Work instruction — Pictures should be left out while the data beneath this task is written out word for word.

═══ Supplied material ═══

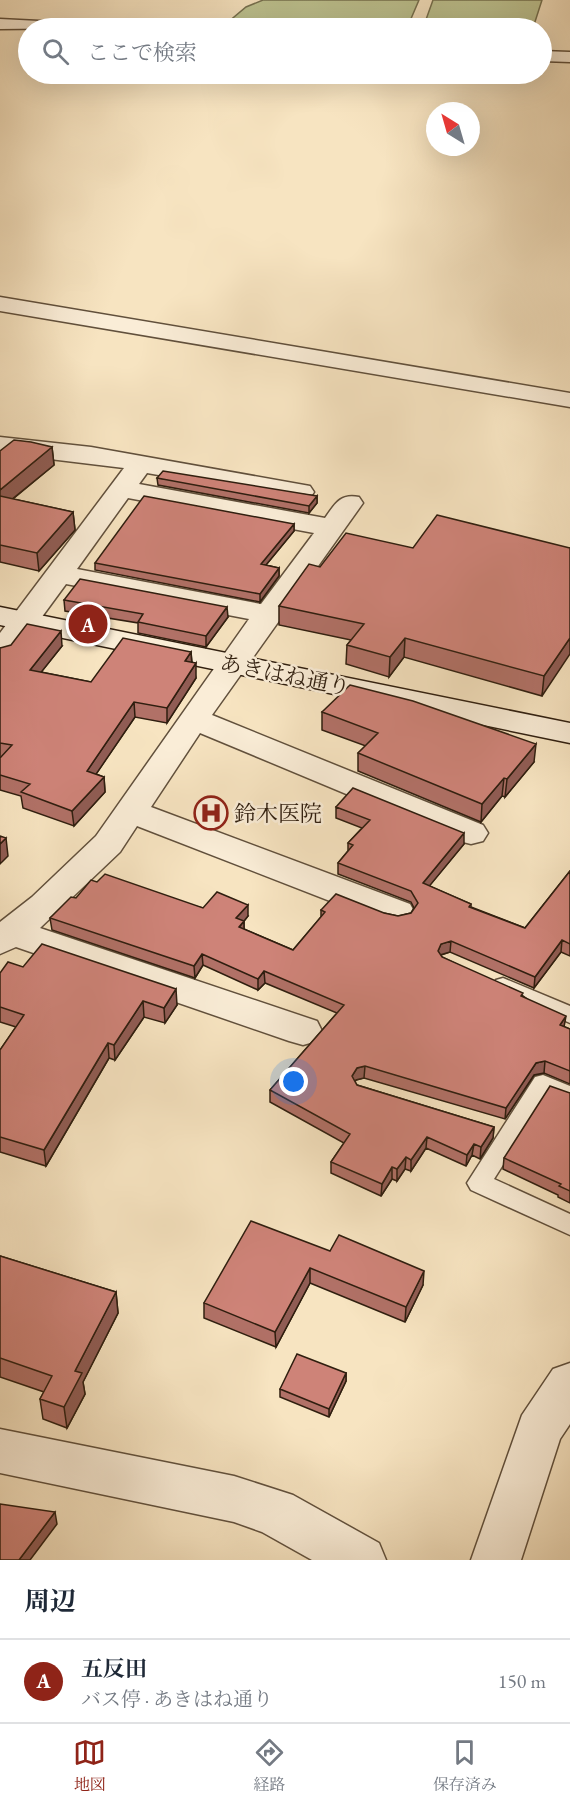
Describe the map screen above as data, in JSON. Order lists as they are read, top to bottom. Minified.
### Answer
{"streets":{"street":["あきはね通り"]},"places":{"hospital":["鈴木医院"]},"north":"top left","page":{"search":"ここで検索","pins":"A","heading":"周辺","list":[{"mark":"A","name":"五反田","note":"バス停 · あきはね通り","value":"150 m"}],"nav":["地図","経路","保存済み"]}}
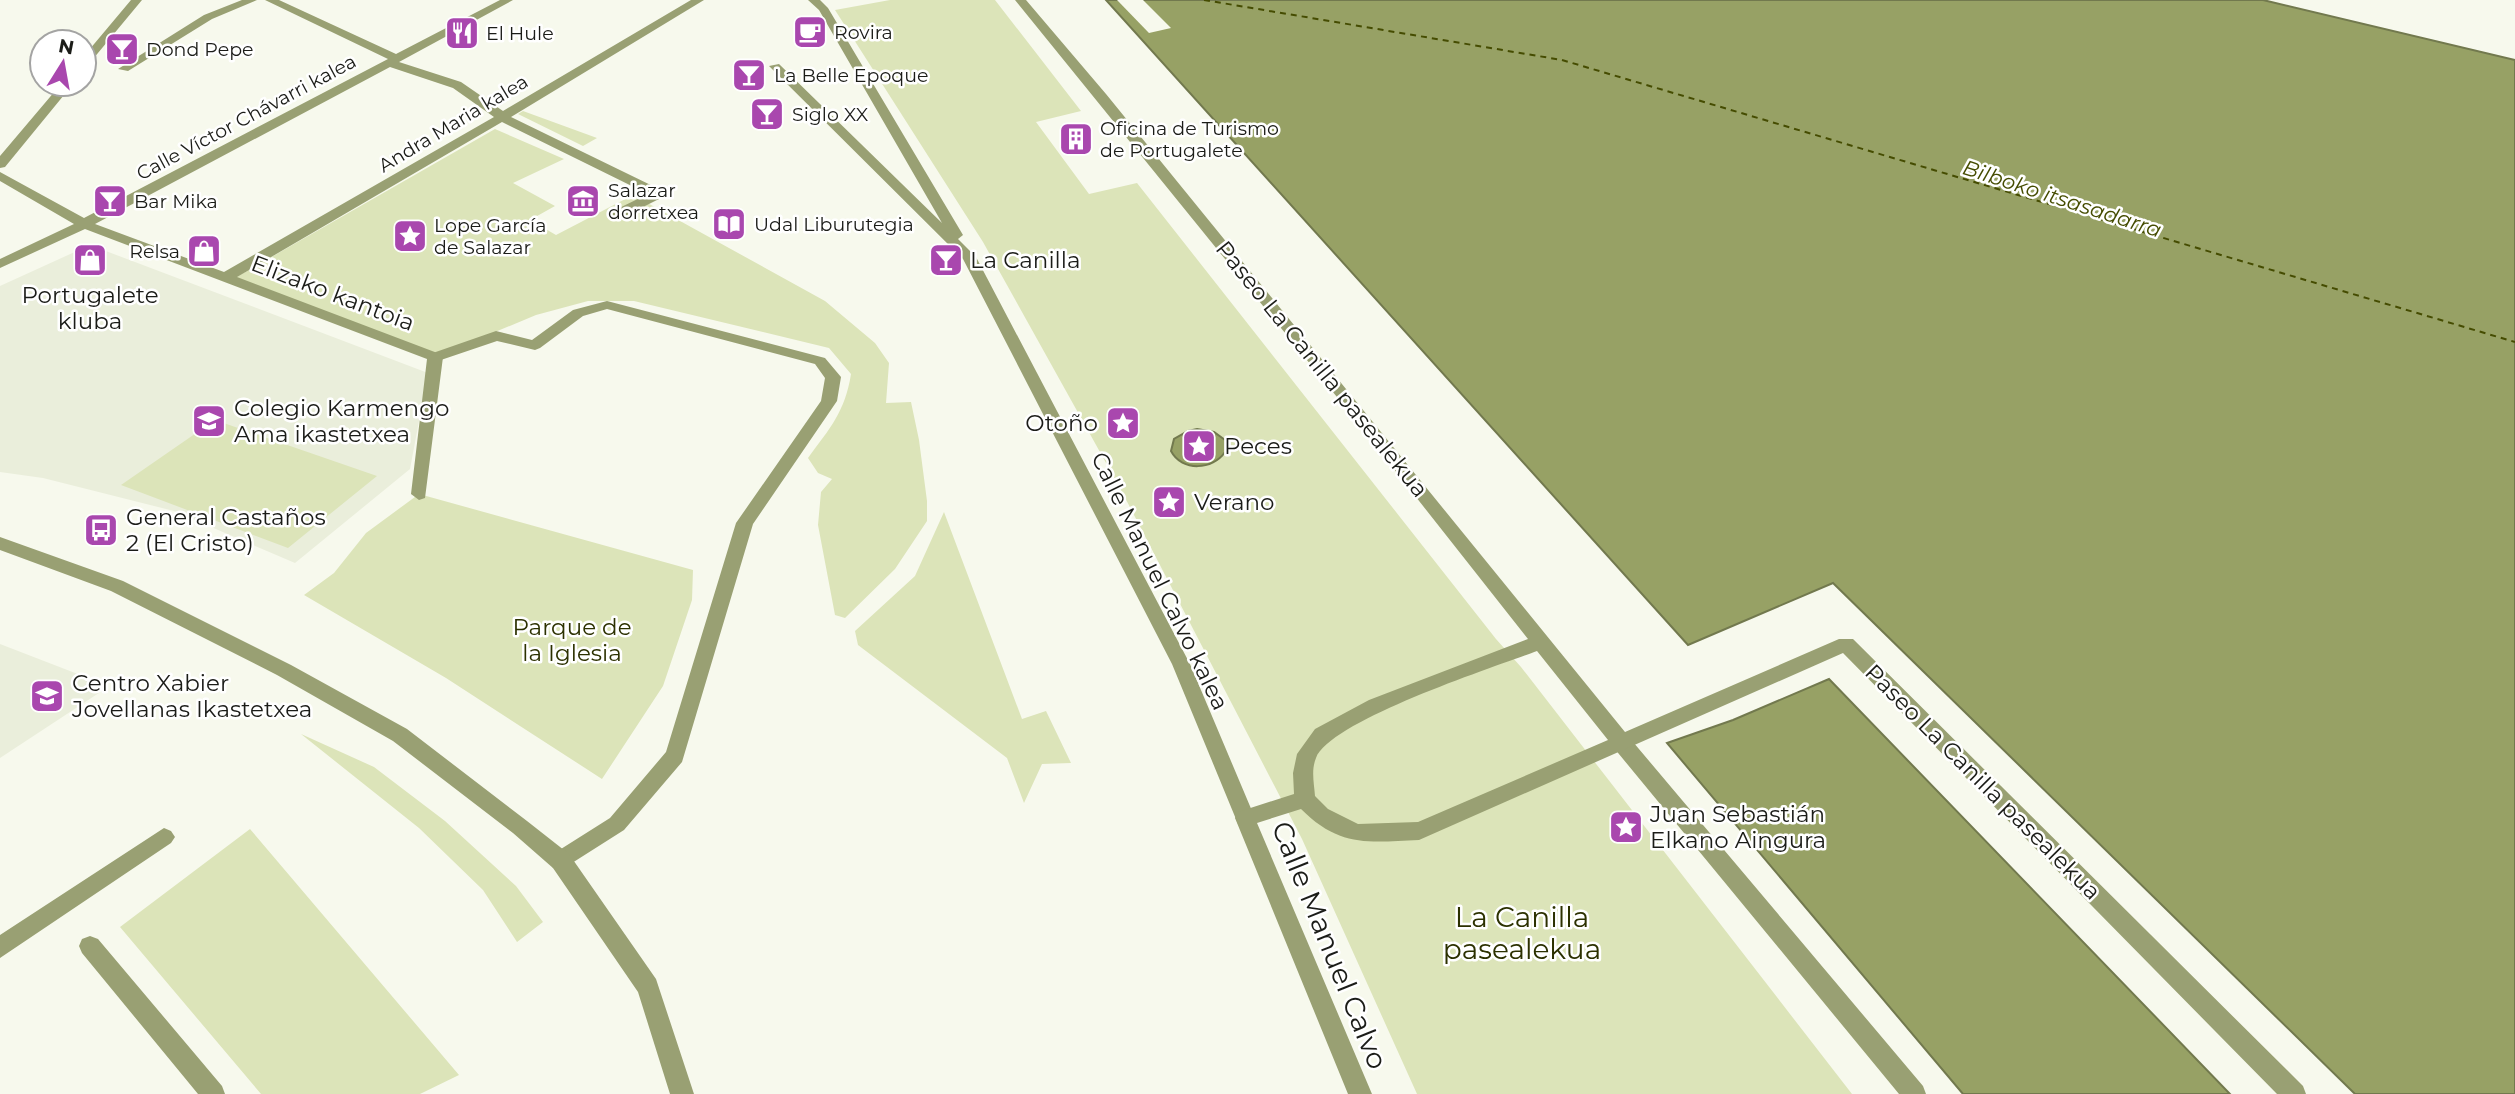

═══

Answer area —
Describe the map screen above as data, in JSON. Order lists as they are read, top to bottom. Minified.
### Answer
{"streets":{"street":["あきはね通り"]},"places":{"hospital":["鈴木医院"]},"north":"top left","page":{"search":"ここで検索","pins":"A","heading":"周辺","list":[{"mark":"A","name":"五反田","note":"バス停 · あきはね通り","value":"150 m"}],"nav":["地図","経路","保存済み"]}}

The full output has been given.